The Vietnamese LOVE Ho Chi Minh and lovingly refer to him as "Uncle Ho." Between 8 and 11 a.m., visitors can see the body of Uncle Ho laying in his glass sarcophagus inside his mausoleum. Despite his request for a simple cremation, his body rests here, protected by multiple armed guards. I have to say, for someone who died in 1969, he looks pretty good. I heard his embalmed corpse is regularly transported to Russia for maintenance.

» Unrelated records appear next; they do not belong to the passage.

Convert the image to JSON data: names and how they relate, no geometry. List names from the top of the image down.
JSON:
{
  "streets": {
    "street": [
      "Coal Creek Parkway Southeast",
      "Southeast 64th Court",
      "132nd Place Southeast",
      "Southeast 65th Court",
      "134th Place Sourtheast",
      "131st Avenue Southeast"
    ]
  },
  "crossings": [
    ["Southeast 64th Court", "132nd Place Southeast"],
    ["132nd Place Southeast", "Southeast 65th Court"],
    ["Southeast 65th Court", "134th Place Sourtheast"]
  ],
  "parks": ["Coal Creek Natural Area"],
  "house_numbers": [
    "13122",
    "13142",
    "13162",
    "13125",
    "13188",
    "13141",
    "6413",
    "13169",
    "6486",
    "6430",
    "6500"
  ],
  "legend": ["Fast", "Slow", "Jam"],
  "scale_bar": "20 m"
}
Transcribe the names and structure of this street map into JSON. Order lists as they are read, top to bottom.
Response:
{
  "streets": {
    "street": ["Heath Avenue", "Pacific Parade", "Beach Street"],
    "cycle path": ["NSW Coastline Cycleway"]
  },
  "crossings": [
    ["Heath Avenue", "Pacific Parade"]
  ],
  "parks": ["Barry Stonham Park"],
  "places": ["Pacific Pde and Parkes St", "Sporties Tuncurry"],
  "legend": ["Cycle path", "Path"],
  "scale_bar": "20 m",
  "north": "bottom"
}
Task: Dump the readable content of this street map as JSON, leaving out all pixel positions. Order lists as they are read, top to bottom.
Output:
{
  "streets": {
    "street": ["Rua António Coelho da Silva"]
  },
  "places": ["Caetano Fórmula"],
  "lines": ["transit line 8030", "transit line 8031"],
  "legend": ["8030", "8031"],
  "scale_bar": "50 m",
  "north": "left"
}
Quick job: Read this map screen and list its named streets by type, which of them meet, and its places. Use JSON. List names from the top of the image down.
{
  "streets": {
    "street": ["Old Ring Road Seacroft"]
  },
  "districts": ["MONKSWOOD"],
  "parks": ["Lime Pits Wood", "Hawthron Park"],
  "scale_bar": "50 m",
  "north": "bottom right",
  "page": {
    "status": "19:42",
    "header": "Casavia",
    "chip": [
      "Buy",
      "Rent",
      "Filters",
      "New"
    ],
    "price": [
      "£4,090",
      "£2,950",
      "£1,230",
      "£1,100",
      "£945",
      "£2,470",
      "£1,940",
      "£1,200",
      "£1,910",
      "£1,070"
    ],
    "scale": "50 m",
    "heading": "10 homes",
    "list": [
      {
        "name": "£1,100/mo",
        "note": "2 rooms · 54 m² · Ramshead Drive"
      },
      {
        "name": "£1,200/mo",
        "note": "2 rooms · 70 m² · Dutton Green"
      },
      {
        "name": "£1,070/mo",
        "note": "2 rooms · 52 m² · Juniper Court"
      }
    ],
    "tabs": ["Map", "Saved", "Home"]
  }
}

The process of viewing Uncle Ho was very orderly. Cameras and bags are not allowed inside the mausoleum. They also prohibit people from wearing sunglasses, hats or shorts. Talking is not allowed. Visitors march in two orderly lines past the armed guards and into the complex, which is lined with more guards. Visitors are marched quickly past the sarcophagus and then out the building.

I also toured Ho Chi Minh's stilt house where he lived during the last 11 years of his life. The Presidential Palace is next to Uncle Ho's house. Visitors can see the palace but cannot enter. Sorry, I don't have any pictures. My camera was still being held hostage from my visit to the mausoleum.


The Ho Chi Minh museum is also inside the complex.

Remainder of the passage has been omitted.